Alice Walker’s 1982 Pulitzer Prize-winning novel “The Color Purple” became a 1985 Steven Spielberg movie that earned 11 Academy Award nominations, before being adapted as a 2005 Broadway musical that earned 11 Tony Award nominations as well.
On Tuesday, Signature Theatre kicks off its adaptation in Virginia through Oct. 9.
“If you haven’t read it, shame on you — I believe it’s mandatory reading,” Actress Frenchie Davis told WTOP. “It’s really a story about sisterhood, friendship, survival, feminism during a time when we really didn’t have a word for it, but that’s what was happening, and a community of people who are just now beginning to understand what freedom means.”
Set in the early 1900s in Georgia, the story follows Celie, who is torn from her beloved sister as a teenager and forced into an abusive marriage with Mister. Over the next 40 years, Celie endures repression and heartbreak, while discovering hope in her friends.
“These are the first generation of free people,” Davis said. “These are the first generation of Black people to be born not slaves in this country. It’s a very interesting commentary on how, in the quest of Black liberation, how the patriarchy has endured. … We have grandmothers whose mothers couldn’t even own property or open a bank account.”

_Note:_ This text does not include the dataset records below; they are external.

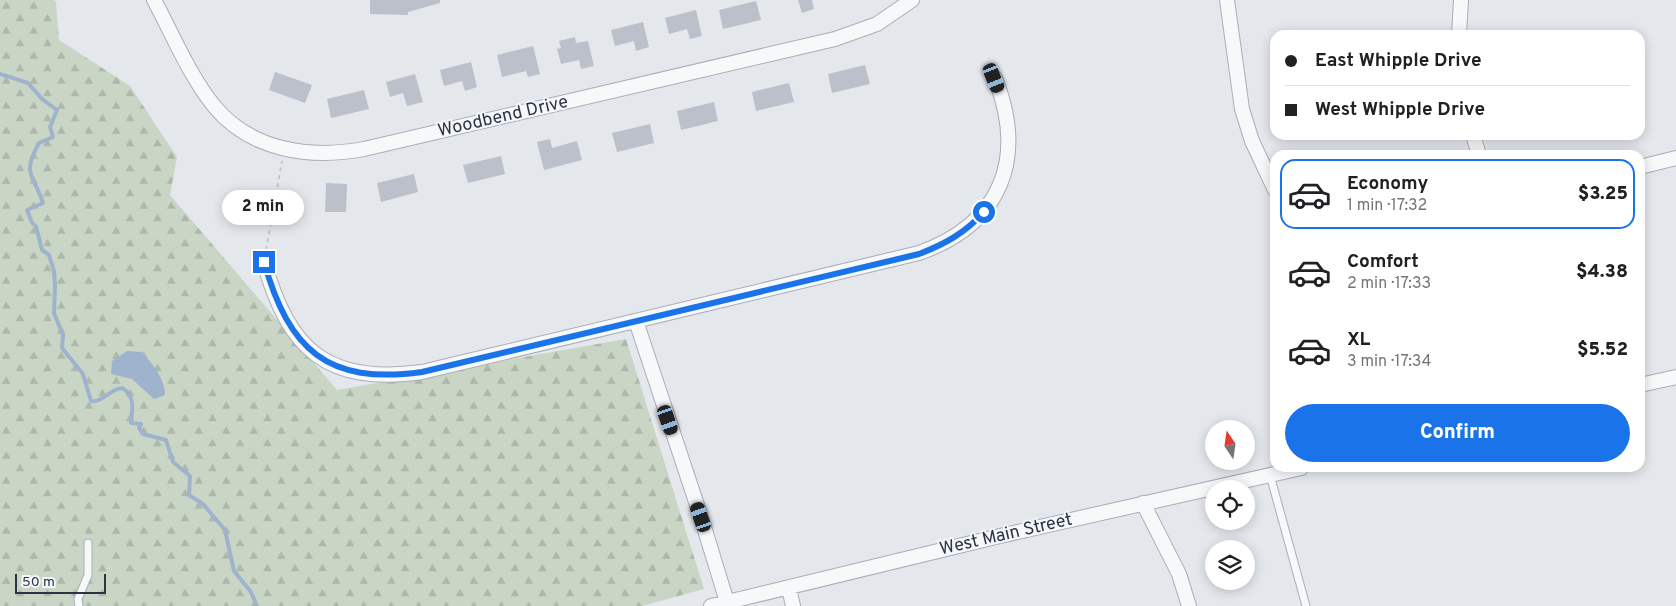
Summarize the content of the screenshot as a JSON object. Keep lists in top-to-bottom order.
{
  "streets": {
    "street": ["Woodbend Drive", "West Main Street"]
  },
  "scale_bar": "50 m",
  "north": "top",
  "page": {
    "banner": ["East Whipple Drive", "West Whipple Drive"],
    "list": [
      {
        "name": "Economy",
        "note": "1 min · 17:32",
        "value": "$3.25"
      },
      {
        "name": "Comfort",
        "note": "2 min · 17:33",
        "value": "$4.38"
      },
      {
        "name": "XL",
        "note": "3 min · 17:34",
        "value": "$5.52"
      }
    ],
    "bubble": "2 min",
    "buttons": "Confirm",
    "scale": "50 m"
  }
}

Davis plays the role of Sofia alongside Danielle Summons as Shug Avery, Kaiyla Gross as Nettie, Solomon Parker III as Harpo, Torrey Linder as Mister and Nova Y. Payton as Celie, a role that earned Whoopi Goldberg an Oscar nomination and won LaChanze a Tony Award.

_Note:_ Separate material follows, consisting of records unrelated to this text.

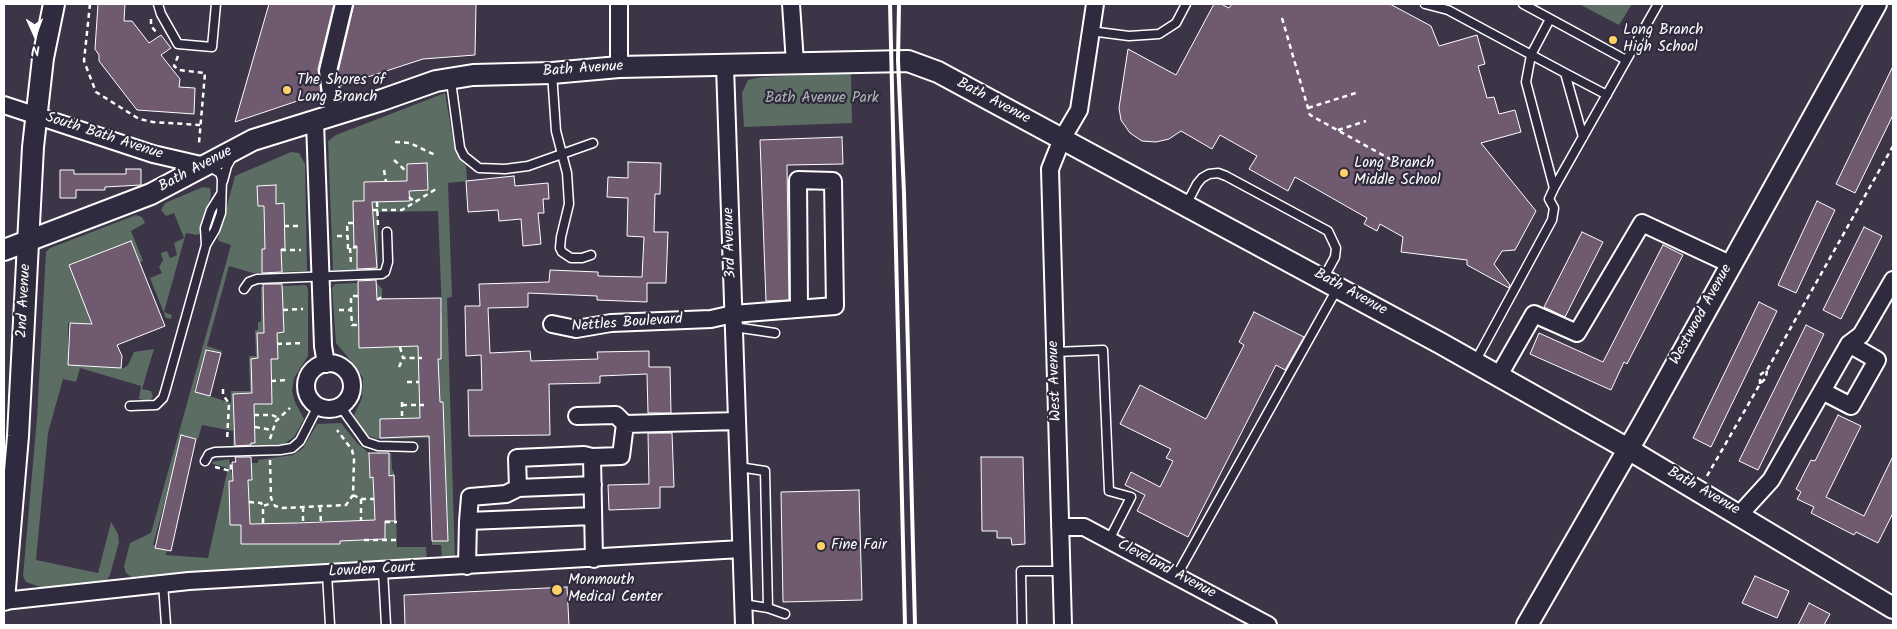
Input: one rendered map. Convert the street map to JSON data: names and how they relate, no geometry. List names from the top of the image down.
{
  "streets": {
    "street": [
      "Bath Avenue",
      "South Bath Avenue",
      "3rd Avenue",
      "2nd Avenue",
      "Westwood Avenue",
      "Nettles Boulevard",
      "West Avenue",
      "Cleveland Avenue",
      "Lowden Court"
    ]
  },
  "crossings": [
    ["Bath Avenue", "South Bath Avenue"],
    ["Bath Avenue", "3rd Avenue"],
    ["Bath Avenue", "2nd Avenue"],
    ["Bath Avenue", "Westwood Avenue"],
    ["Bath Avenue", "West Avenue"],
    ["South Bath Avenue", "2nd Avenue"],
    ["3rd Avenue", "Nettles Boulevard"],
    ["3rd Avenue", "Lowden Court"],
    ["2nd Avenue", "Lowden Court"],
    ["West Avenue", "Cleveland Avenue"]
  ],
  "parks": ["Bath Avenue Park"],
  "places": [
    "Long Branch High School",
    "The Shores of Long Branch",
    "Long Branch Middle School",
    "Fine Fair",
    "Monmouth Medical Center"
  ],
  "north": "bottom"
}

They’re all directed by the great Timothy Douglas from a book by Marsha Norman and a songbook of music and lyrics by Brenda Russell, Allee Willis and Stephen Bray.
Davis calls the title song “beautiful.” She also loves “Miss Celie’s Pants” as “Celie has found the strength and courage through her friendship with Sug and Sofia to leave this abusive marriage. Now she’s started her own business making clothes for people at a time when they’re just starting to grasp women wearing pants,” Davis said.

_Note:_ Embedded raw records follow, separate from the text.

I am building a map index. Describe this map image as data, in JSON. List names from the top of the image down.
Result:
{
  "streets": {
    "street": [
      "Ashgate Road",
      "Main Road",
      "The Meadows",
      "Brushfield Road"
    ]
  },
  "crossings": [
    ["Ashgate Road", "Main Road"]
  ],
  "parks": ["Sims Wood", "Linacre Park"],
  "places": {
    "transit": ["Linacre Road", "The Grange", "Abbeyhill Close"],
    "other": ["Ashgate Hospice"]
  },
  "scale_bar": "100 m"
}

While the women survive trauma and come out stronger, she also appreciates the redemption of male characters like Mister. “The self-reckoning he has at the end of the story is beautiful. … You’ve got to go through the dark to fully appreciate the light. It ain’t rainbows and sunshine all the time. The rainbows only happen after rain,” Davis said.
That notion ties into the title, which reminds us to appreciate the little things.
“There’s a line where Sug Avery says to Celie, ‘I think it pisses God off when you walk by the color purple in a field and don’t notice it.’ … Even in the darkest, most painful experiences, something beautiful can evolve from that. You heal from the dark and painful experiences by remembering to notice the beauty in small things like the color purple.”
Signature will host Discussion Nights on Sept. 13 and 21 and Pride Night on Sept. 16.
“Please come out and witness this magical show,” Davis said. “It’s been a spiritual experience putting this story together. … It’s such a powerful story. You’re going to cry, you’re going to laugh, you’re going to clap, you will leave feeling empowered and proud.”